Os números das Nações Unidas são, no entanto, ainda mais contundentes. Admitindo que desde a invasão e ocupação do país a produção de ópio não só não decresceu como, ainda, aumentou, a ONU estima em 92 por cento o total de ópio produzido no Afeganistão.
No total, diz a organização, o negócio movimenta mais de 65 milhões de dólares.


«Imagens de um percurso»

A Casa do Alentejo, em Lisboa, acolheu, quinta-feira, a apresentação do livro «Tchiweka 80 anos - Imagens de um percurso», que retrata o itinerário político de Lúcio Lara, combatente cuja a vida está intimamente ligada à história da independência de Angola.
Este trabalho, editado pela Associação Tchiweka e pela Caminho, contém 209 páginas e é acompanhada por um CD que reproduz a integralidade do livro e oferece fotografias e documentos suplementares, tais como panfletos coloniais e do MPLA, recortes de imprensa históricos, incluindo algumas gravações com a voz de Lúcio Lara. Contém ainda extractos de depoimentos de 21 companheiros e amigos de Lúcio Lara.

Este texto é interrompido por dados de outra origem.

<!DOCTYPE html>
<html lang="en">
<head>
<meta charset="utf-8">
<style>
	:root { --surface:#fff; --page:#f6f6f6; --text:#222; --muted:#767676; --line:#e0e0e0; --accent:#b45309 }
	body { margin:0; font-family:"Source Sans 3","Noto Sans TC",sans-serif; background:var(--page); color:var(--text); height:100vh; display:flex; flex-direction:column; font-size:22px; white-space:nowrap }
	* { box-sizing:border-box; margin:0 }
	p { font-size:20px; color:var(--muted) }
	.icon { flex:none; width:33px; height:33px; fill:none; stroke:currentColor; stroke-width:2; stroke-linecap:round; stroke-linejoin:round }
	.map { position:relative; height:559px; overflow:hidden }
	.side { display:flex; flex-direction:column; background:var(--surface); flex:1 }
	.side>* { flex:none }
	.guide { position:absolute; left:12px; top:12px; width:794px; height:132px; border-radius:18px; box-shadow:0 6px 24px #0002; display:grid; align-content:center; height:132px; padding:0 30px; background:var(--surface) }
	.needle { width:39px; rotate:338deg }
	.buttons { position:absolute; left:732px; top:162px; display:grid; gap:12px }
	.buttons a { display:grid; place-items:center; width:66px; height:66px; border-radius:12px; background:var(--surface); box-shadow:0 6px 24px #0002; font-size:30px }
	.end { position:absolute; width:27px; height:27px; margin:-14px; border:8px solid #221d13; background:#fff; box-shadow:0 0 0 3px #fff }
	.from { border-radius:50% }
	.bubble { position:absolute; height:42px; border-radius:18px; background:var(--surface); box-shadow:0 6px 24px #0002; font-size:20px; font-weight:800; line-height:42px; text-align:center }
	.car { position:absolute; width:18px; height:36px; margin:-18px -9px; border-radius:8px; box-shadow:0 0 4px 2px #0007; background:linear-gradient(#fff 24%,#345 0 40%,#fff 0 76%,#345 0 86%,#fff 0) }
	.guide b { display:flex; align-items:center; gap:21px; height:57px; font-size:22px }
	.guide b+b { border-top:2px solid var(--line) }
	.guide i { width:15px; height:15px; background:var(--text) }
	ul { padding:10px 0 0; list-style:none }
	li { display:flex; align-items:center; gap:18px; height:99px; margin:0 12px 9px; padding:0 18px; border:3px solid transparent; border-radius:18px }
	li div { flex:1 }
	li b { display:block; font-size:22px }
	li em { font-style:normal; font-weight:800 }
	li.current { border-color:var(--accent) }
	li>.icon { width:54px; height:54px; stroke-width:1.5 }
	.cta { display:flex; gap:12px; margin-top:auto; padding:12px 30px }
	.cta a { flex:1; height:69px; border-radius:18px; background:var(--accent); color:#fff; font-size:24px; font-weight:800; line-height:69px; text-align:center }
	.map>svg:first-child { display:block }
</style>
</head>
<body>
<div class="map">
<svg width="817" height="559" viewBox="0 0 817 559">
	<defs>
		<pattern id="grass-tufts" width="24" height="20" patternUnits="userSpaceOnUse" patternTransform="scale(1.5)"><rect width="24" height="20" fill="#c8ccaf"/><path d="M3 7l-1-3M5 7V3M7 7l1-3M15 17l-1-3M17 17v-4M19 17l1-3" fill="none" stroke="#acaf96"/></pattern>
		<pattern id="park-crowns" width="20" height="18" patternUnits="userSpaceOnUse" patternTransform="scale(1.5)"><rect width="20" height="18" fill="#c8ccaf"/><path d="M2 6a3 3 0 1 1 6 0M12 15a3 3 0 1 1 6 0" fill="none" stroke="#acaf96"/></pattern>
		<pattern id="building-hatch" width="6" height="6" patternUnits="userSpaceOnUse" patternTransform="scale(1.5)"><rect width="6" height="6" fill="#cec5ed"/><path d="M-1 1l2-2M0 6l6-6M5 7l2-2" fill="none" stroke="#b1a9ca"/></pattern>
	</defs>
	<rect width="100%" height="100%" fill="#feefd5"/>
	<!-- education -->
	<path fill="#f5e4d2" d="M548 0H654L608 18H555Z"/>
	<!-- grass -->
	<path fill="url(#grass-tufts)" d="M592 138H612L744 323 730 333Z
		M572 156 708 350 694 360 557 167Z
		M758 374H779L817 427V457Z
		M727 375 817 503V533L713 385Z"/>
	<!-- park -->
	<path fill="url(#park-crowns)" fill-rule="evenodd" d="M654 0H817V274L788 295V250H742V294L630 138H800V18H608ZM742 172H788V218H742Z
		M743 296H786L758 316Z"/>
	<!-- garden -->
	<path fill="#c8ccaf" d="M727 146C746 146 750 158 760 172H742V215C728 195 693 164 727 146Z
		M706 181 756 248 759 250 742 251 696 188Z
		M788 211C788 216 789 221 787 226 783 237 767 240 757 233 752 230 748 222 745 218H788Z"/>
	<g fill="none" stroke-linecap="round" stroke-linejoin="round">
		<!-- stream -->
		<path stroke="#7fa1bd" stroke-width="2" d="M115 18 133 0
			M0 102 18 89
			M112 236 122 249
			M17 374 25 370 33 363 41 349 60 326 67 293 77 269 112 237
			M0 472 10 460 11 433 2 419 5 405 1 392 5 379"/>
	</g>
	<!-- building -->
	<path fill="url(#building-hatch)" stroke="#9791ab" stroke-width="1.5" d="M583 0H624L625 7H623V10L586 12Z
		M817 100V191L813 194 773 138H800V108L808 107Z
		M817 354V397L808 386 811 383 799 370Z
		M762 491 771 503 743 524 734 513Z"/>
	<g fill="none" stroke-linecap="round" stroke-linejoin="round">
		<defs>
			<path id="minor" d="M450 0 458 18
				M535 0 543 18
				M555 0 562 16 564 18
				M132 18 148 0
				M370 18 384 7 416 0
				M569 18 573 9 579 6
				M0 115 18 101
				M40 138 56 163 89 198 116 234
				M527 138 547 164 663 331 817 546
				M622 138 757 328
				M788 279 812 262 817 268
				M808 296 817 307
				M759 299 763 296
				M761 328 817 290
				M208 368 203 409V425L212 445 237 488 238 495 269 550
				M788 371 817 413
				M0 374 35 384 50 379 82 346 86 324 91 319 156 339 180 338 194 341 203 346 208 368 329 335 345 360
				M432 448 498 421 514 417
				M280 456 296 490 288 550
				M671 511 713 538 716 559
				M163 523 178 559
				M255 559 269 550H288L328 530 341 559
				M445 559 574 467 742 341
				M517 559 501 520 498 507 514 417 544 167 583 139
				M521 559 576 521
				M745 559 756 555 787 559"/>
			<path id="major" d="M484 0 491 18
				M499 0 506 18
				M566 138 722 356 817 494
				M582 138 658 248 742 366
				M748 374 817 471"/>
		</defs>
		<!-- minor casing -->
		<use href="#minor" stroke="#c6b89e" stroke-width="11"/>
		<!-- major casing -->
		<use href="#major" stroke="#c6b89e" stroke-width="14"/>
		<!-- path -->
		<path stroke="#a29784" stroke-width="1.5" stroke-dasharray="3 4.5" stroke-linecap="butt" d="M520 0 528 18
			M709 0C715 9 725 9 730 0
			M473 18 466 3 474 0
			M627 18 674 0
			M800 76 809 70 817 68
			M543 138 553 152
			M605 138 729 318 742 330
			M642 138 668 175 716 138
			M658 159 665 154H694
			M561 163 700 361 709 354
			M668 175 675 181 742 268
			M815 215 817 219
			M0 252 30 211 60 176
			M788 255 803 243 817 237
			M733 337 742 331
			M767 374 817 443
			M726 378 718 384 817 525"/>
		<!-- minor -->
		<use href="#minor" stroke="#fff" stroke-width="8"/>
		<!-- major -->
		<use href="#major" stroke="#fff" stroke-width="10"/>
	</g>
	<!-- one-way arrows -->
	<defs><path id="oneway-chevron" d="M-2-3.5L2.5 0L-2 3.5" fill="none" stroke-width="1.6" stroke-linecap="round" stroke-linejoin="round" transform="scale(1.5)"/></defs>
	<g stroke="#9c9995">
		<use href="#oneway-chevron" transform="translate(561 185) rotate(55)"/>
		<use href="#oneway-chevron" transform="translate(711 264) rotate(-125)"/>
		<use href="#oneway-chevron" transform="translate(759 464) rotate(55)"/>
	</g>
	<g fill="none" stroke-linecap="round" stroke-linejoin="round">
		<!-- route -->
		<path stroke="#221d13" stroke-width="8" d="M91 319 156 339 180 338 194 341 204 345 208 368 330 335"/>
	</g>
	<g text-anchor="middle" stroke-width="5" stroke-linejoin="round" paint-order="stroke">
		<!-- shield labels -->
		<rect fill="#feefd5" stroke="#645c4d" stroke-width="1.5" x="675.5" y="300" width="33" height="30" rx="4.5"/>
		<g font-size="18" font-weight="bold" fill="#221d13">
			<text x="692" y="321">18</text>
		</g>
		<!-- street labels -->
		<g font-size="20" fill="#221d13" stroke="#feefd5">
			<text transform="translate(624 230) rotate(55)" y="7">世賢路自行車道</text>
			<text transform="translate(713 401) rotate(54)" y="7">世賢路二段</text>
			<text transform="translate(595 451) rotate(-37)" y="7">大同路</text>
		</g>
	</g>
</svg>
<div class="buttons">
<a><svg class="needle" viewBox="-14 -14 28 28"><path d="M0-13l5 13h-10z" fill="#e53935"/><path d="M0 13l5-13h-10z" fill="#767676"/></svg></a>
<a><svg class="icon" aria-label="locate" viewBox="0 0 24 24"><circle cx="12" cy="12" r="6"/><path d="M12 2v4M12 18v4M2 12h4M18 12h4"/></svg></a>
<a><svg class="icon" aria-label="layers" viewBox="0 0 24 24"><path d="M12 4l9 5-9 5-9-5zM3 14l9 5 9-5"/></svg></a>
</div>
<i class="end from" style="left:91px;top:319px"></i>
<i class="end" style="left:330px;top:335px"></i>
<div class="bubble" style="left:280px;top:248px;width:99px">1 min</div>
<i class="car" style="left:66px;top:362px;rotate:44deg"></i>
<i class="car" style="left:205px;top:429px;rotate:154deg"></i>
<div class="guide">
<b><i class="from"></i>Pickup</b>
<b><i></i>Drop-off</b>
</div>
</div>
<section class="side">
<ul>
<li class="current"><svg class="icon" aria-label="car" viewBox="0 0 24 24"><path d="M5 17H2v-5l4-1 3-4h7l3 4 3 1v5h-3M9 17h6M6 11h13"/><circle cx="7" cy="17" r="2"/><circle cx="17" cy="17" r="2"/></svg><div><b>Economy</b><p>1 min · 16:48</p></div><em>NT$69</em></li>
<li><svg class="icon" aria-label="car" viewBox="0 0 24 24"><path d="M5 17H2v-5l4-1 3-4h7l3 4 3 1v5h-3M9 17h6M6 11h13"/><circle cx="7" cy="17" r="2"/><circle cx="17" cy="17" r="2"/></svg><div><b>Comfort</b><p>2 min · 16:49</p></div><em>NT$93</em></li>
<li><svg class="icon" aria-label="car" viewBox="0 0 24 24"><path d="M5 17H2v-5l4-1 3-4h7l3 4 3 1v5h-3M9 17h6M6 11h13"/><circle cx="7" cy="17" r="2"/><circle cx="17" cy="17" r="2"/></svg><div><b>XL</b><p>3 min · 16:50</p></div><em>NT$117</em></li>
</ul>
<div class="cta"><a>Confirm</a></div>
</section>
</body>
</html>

Cultura para todos em Almada

Está a decorrer, até 27 de Fevereiro, a 14.ª edição da Mostra de Teatro de Almada (MTA), iniciativa cultural que vai levar à cena o trabalho que grupos amadores e profissionais realizam nos vários palcos da cidade de Almada.
«A MTA é uma montra de todo o teatro que se faz na cidade: quer o teatro feito pelas companhias profissionais (teatro Extremo e Companhia de Teatro de Almada), quer o teatro feito pelos grupos amadores», afirmou, em declarações à Lusa, António Matos, vereador na autarquia, acrescentando: «É a expressão da vitalidade criativa de todos os grupos que existem em Almada e é de todos, de todas as idades. É um emblema da cidade cultural que somos.»